[Saved entries]
======
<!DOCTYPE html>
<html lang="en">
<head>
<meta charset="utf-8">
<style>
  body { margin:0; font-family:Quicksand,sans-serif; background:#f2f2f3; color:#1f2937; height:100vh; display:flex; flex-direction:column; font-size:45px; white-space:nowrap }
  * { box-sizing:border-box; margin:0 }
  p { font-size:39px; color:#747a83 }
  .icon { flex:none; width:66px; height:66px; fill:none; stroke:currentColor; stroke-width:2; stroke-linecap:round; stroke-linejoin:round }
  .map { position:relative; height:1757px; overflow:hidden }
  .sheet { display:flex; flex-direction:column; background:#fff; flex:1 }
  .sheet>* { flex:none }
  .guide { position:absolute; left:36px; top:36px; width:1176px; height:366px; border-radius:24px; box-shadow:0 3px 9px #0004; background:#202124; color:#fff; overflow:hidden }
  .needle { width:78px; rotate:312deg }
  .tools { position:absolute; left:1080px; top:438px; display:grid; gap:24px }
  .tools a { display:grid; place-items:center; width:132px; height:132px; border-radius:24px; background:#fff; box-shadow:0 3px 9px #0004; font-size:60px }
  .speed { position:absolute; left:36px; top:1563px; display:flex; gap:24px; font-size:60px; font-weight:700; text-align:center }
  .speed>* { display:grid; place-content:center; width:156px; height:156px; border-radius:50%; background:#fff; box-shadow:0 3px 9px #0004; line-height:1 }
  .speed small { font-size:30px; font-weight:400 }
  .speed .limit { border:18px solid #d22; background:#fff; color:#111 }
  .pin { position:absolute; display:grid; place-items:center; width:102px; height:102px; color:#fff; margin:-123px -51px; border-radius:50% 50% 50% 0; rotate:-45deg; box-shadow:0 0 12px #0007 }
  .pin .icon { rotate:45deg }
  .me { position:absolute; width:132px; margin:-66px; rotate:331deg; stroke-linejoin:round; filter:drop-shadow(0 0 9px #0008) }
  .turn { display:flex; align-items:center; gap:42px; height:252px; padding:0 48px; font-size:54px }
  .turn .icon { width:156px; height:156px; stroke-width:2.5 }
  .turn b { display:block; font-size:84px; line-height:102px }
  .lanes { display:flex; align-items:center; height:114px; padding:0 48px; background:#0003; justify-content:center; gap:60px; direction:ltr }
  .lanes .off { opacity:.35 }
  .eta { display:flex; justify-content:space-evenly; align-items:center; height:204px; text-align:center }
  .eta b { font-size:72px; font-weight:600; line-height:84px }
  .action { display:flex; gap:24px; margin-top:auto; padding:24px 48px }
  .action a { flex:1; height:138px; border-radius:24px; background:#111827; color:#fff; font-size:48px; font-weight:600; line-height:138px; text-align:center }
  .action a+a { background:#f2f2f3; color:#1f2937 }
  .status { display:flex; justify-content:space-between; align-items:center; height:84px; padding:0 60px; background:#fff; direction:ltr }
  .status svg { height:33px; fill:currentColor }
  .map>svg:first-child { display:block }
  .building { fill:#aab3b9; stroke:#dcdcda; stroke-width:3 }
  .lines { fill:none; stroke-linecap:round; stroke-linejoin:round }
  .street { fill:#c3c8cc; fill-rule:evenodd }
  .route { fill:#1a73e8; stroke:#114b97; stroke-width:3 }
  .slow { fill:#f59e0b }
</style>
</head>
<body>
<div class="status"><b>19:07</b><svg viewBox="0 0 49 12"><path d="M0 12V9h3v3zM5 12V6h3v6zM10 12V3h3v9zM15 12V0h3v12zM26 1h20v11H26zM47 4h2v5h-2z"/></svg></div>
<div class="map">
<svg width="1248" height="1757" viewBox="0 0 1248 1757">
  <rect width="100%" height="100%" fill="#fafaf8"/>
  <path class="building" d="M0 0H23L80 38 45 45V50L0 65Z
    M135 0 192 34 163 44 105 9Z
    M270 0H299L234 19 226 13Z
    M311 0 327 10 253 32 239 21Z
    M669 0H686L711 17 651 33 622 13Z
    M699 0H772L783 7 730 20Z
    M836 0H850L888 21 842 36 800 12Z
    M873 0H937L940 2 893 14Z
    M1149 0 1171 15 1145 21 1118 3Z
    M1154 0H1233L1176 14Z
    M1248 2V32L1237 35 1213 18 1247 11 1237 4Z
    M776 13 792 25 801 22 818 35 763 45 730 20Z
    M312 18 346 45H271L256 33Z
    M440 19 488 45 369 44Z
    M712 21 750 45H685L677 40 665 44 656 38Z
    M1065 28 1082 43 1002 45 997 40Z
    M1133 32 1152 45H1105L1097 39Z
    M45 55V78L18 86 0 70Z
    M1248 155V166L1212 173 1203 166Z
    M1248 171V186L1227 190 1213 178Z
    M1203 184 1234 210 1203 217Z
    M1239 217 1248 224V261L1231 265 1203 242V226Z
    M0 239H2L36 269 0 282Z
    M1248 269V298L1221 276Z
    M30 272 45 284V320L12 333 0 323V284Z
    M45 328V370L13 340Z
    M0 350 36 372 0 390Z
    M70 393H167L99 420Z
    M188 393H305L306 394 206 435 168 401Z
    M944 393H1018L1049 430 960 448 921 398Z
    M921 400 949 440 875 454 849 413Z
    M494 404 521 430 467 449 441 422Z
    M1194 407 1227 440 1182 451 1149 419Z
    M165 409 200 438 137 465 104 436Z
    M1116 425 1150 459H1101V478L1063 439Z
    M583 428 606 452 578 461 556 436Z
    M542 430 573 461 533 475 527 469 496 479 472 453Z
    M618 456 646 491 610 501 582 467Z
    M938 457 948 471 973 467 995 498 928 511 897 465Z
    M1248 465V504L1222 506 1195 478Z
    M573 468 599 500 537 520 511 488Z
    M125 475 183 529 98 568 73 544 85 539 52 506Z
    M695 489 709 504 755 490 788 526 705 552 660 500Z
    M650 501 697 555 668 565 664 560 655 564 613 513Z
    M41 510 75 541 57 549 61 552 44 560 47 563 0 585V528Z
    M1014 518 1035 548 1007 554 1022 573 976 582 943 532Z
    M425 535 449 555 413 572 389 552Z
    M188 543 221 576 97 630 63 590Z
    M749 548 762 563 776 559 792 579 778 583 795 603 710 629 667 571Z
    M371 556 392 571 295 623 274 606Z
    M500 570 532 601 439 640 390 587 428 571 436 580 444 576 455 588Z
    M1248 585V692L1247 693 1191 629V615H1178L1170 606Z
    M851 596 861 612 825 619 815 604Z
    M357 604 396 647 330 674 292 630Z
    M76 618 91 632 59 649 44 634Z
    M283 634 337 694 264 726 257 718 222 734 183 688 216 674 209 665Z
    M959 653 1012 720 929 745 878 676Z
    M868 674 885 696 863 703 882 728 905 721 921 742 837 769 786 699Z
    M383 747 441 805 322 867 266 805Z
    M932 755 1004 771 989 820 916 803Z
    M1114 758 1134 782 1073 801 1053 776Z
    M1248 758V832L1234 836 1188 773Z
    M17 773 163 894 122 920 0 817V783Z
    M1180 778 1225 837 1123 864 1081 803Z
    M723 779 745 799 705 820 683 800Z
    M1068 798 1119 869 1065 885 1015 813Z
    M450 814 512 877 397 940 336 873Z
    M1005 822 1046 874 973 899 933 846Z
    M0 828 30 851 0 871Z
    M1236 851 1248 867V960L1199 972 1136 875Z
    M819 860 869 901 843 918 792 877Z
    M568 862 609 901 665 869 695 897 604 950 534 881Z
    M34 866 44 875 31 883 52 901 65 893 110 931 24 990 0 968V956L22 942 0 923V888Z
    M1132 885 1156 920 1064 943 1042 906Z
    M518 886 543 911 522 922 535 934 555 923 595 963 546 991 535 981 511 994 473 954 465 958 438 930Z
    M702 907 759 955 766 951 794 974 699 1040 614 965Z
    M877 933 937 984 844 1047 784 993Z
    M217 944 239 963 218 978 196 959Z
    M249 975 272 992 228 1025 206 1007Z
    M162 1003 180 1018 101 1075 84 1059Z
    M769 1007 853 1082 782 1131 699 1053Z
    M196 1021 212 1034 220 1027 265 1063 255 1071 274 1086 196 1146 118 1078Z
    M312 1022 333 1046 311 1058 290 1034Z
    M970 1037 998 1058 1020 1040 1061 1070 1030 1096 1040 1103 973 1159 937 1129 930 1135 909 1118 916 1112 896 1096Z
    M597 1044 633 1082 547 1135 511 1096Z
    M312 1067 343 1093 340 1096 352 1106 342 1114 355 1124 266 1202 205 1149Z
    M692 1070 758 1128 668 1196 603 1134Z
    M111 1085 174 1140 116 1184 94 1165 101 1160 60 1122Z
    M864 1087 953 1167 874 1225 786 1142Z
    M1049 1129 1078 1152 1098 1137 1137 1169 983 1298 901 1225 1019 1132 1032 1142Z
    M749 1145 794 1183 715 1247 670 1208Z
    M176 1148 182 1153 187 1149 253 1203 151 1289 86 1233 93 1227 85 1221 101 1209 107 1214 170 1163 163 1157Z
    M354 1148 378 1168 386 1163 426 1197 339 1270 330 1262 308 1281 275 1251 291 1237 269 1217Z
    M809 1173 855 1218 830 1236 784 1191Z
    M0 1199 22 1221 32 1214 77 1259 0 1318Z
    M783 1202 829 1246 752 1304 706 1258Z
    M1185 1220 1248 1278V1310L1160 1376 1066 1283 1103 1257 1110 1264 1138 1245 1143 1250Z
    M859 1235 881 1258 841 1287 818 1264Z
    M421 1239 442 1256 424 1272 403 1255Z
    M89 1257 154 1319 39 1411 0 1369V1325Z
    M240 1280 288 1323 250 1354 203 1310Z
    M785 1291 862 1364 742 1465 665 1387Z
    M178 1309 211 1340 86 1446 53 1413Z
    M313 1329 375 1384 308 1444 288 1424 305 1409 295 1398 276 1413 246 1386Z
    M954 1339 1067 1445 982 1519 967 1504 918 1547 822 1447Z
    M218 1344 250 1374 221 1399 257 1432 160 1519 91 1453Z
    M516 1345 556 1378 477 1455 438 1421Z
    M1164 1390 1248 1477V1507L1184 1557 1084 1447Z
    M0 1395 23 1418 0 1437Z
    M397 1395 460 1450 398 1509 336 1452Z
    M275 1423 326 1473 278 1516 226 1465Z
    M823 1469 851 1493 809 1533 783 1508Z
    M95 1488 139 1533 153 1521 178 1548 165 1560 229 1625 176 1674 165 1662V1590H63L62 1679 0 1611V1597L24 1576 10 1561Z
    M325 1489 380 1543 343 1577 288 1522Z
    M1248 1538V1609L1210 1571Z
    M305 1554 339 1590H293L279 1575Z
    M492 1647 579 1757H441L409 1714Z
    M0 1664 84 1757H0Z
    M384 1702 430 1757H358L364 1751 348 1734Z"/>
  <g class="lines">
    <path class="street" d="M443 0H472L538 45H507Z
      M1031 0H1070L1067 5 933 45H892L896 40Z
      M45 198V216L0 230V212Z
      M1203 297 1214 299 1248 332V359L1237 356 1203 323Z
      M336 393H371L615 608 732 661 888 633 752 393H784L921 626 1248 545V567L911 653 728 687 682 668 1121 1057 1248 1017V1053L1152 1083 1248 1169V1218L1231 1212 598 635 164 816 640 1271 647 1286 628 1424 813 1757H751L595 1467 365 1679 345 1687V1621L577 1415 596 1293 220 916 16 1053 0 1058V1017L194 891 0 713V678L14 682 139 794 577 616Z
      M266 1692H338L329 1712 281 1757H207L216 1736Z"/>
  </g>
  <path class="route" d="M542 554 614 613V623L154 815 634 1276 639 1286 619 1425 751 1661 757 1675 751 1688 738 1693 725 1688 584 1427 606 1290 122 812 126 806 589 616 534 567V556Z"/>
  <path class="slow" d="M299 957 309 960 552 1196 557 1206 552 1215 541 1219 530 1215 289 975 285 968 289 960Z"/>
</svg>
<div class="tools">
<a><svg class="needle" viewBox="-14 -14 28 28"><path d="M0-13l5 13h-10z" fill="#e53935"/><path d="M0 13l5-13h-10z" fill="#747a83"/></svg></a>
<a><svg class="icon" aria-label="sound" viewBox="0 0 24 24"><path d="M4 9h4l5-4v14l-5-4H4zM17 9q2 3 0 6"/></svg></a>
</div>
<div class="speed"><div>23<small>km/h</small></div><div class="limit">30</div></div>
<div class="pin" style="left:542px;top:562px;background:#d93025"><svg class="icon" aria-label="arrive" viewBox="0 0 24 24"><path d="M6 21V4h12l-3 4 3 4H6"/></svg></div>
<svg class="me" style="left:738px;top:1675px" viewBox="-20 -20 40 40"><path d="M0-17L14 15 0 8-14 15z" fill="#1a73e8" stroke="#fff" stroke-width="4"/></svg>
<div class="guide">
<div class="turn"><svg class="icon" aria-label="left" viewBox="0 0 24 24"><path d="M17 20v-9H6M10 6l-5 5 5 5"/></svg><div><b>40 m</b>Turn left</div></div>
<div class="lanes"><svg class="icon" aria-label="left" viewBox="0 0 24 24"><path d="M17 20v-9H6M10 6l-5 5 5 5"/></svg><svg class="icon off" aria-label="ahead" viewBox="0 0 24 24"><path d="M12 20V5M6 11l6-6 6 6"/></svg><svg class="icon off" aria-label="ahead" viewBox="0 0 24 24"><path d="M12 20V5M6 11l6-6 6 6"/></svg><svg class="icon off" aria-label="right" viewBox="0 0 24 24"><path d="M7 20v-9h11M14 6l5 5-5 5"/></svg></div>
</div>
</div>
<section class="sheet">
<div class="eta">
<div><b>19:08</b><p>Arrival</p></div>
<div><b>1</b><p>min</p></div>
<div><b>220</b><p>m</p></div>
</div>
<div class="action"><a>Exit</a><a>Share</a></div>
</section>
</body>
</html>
======
*REQUIRED ACTION*:
Looking at the records above, return exactly the lines from the line with "M1194 407 1227 440 1182 451 1149 419Z" to the line with "M568 862 609", both ends included.

*EXERCISE ANSWER*:
    M1194 407 1227 440 1182 451 1149 419Z
    M165 409 200 438 137 465 104 436Z
    M1116 425 1150 459H1101V478L1063 439Z
    M583 428 606 452 578 461 556 436Z
    M542 430 573 461 533 475 527 469 496 479 472 453Z
    M618 456 646 491 610 501 582 467Z
    M938 457 948 471 973 467 995 498 928 511 897 465Z
    M1248 465V504L1222 506 1195 478Z
    M573 468 599 500 537 520 511 488Z
    M125 475 183 529 98 568 73 544 85 539 52 506Z
    M695 489 709 504 755 490 788 526 705 552 660 500Z
    M650 501 697 555 668 565 664 560 655 564 613 513Z
    M41 510 75 541 57 549 61 552 44 560 47 563 0 585V528Z
    M1014 518 1035 548 1007 554 1022 573 976 582 943 532Z
    M425 535 449 555 413 572 389 552Z
    M188 543 221 576 97 630 63 590Z
    M749 548 762 563 776 559 792 579 778 583 795 603 710 629 667 571Z
    M371 556 392 571 295 623 274 606Z
    M500 570 532 601 439 640 390 587 428 571 436 580 444 576 455 588Z
    M1248 585V692L1247 693 1191 629V615H1178L1170 606Z
    M851 596 861 612 825 619 815 604Z
    M357 604 396 647 330 674 292 630Z
    M76 618 91 632 59 649 44 634Z
    M283 634 337 694 264 726 257 718 222 734 183 688 216 674 209 665Z
    M959 653 1012 720 929 745 878 676Z
    M868 674 885 696 863 703 882 728 905 721 921 742 837 769 786 699Z
    M383 747 441 805 322 867 266 805Z
    M932 755 1004 771 989 820 916 803Z
    M1114 758 1134 782 1073 801 1053 776Z
    M1248 758V832L1234 836 1188 773Z
    M17 773 163 894 122 920 0 817V783Z
    M1180 778 1225 837 1123 864 1081 803Z
    M723 779 745 799 705 820 683 800Z
    M1068 798 1119 869 1065 885 1015 813Z
    M450 814 512 877 397 940 336 873Z
    M1005 822 1046 874 973 899 933 846Z
    M0 828 30 851 0 871Z
    M1236 851 1248 867V960L1199 972 1136 875Z
    M819 860 869 901 843 918 792 877Z
    M568 862 609 901 665 869 695 897 604 950 534 881Z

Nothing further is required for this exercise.